By Jiahuan He, R&D engineer of Alibaba Cloud Microservices Engine (MSE)
In modern microservice architecture, we break down the system into a series of services and connect them through remote procedure calls. This approach brings some advantages but also presents challenges.
There are some challenges of microservice architecture in production. As AIGC has become extremely popular in the past year, related websites or services have experienced unavailability issues due to the surge in traffic. This can cause us to miss out on an optimal growth opportunity.
Another challenge is the lack of fault tolerance mechanism. For instance, if a service on a video website encounters an exception, the exception will propagate along the call chain, resulting in the unavailability of the entire site portal. This can negatively impact millions of users and lead to significant economic losses. These recurrent production failures highlight the importance of stability in microservices.
To ensure the stability of microservices, architectural evolution is necessary. Let's take a look at the three major components of microservices on the left, which you are already familiar with. While these components enable normal application usage, there is still a long way to go before achieving production readiness. Enterprises and communities have made various explorations and practices to bridge this gap. For example, the Dubbo community has introduced capabilities such as traffic management and high availability in Dubbo 3 to ensure microservice stability. These measures collectively fall under the umbrella of microservices governance.

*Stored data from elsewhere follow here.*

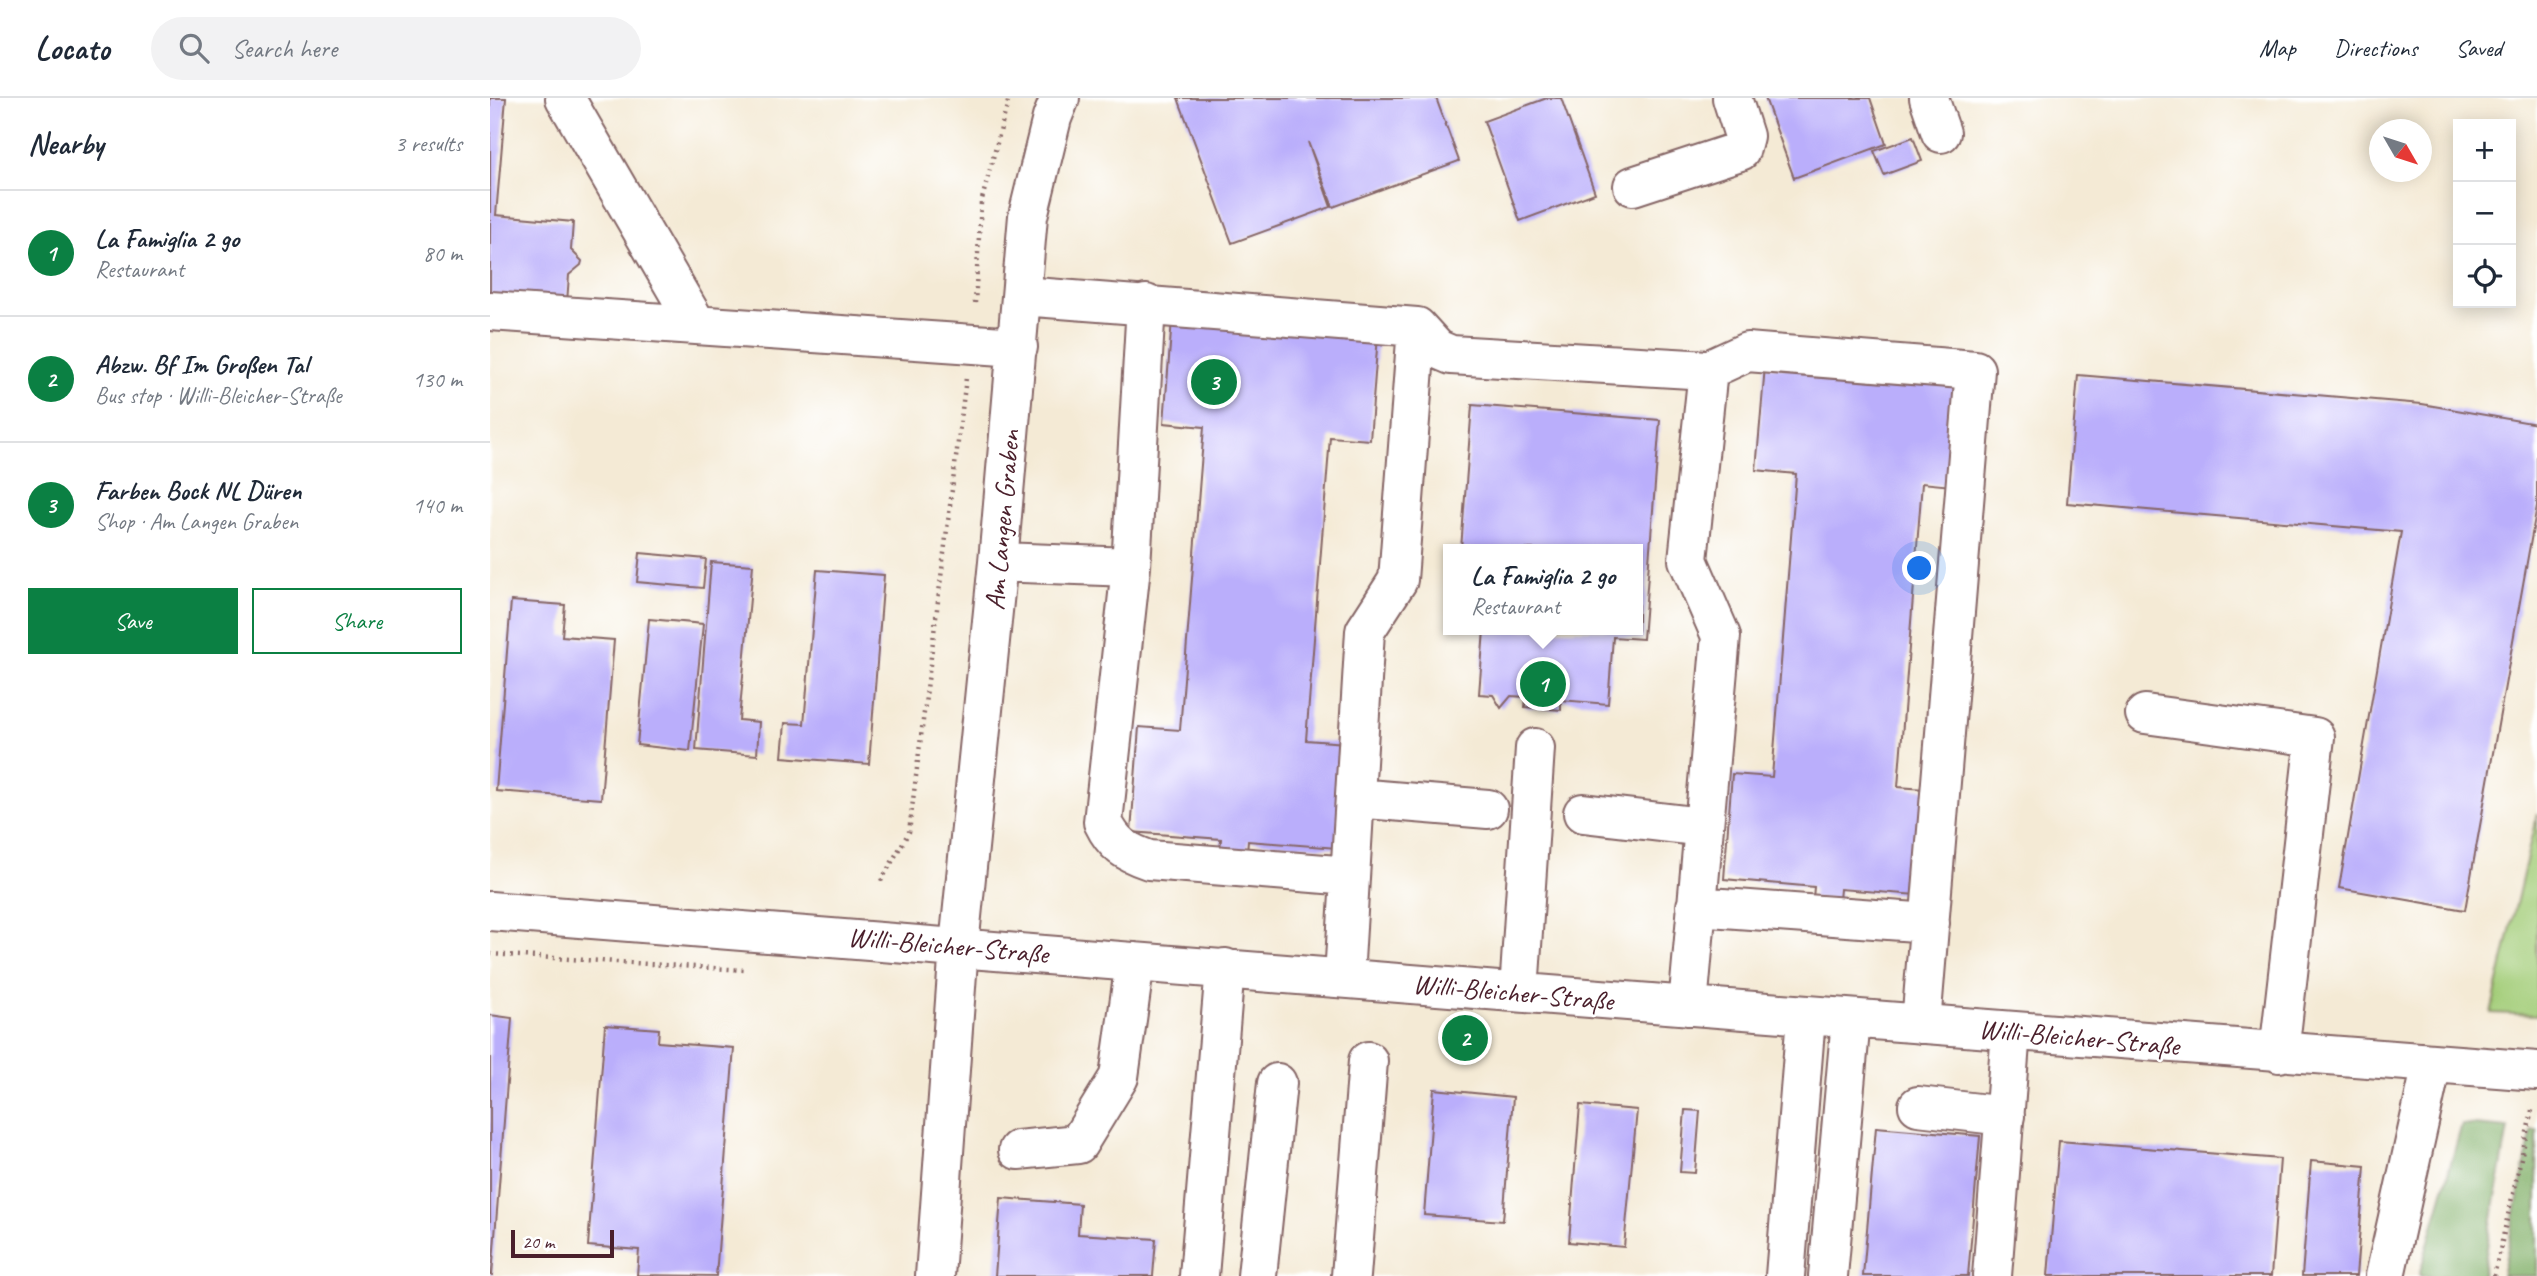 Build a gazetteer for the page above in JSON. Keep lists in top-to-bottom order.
{
  "streets": {
    "street": ["Am Langen Graben", "Willi-Bleicher-Straße"]
  },
  "crossings": [
    ["Am Langen Graben", "Willi-Bleicher-Straße"]
  ],
  "scale_bar": "20 m",
  "north": "bottom right",
  "page": {
    "header": "Locato",
    "search": "Search here",
    "nav": ["Map", "Directions", "Saved"],
    "heading": ["Nearby", "3 results"],
    "map_buttons": ["+", "−"],
    "list": [
      {
        "mark": "1",
        "name": "La Famiglia 2 go",
        "note": "Restaurant",
        "value": "80 m"
      },
      {
        "mark": "2",
        "name": "Abzw. Bf Im Großen Tal",
        "note": "Bus stop · Willi-Bleicher-Straße",
        "value": "130 m"
      },
      {
        "mark": "3",
        "name": "Farben Bock NL Düren",
        "note": "Shop · Am Langen Graben",
        "value": "140 m"
      }
    ],
    "pins": ["3", "1", "2"],
    "popup": ["La Famiglia 2 go", "Restaurant"],
    "buttons": ["Save", "Share"],
    "scale": "20 m"
  }
}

It is evident that microservices governance is an essential aspect of successfully implementing and deploying microservices. However, the specific tasks and approaches involved in microservices governance remain somewhat unclear.
From the perspective of the software lifecycle, microservices governance can be divided into three domains: development and testing, change management, and runtime.
Each of these domains faces various challenges, and there have been explorations and practices to address these challenges. For example, we can use graceful start and shutdown configurations to solve release loss issues. The impact of changes can be controlled through grayscale deployment. Traffic control and hotspot protection can be used for uncertain traffic. Fusing and isolation can be applied to handle unstable calls.
There are mature solutions and effective practices in each domain. However, both Alibaba Cloud and other companies encounter many problems when implementing systematic microservices governance.02
Firstly, there are many components involved. In a microservice architecture, we need a calling framework like Dubbo, a registry like Nacos, and stability middleware such as Sentinel and Hystrix. If these components cannot be managed in a unified way, the control cost will be high.
Additionally, there is a lack of unified concepts. For example, the isolation in Envoy and the isolation in Sentinel have completely different meanings. Envoy's isolation is about removing unhealthy instances, while Sentinel's isolation is about concurrency control. This can make it difficult for developers to understand.
Moreover, each enterprise community has its own best practices, resulting in misalignment of capabilities and the absence of a unified standard.
There is also an issue of inconsistent configuration. You may have experienced this problem. For instance, Sentinel, Hystrix, and Istio all have circuit-breaking capabilities, but their configurations differ. Developers need to learn and differentiate them, which hinders understanding and unified control.
These problems create significant resistance when implementing systematic microservices governance. What we need is a unified governance interface that enables better microservices governance. In response to this, we have proposed the OpenSergo project.
OpenSergo aims to propose an open, general, and cloud-native-oriented set of microservices governance solutions and standards to ensure the high availability of microservices. The four parts shown in the above figure represent the visions of the OpenSergo community.
The OpenSergo community abstracts industry scenarios and practices of microservices governance into specifications. This approach solves the problems of inconsistent concepts, configurations, and capabilities mentioned earlier. A unified control plane is used to support these specifications and reduce the costs of usage and maintenance.
Vertically, each section in the entire link is abstracted to cover the complete scenario. Horizontally, all languages, such as Java ecosystem and Go ecosystem, and all architectures, including traditional microservices and Mesh architecture, will be incorporated into this unified system.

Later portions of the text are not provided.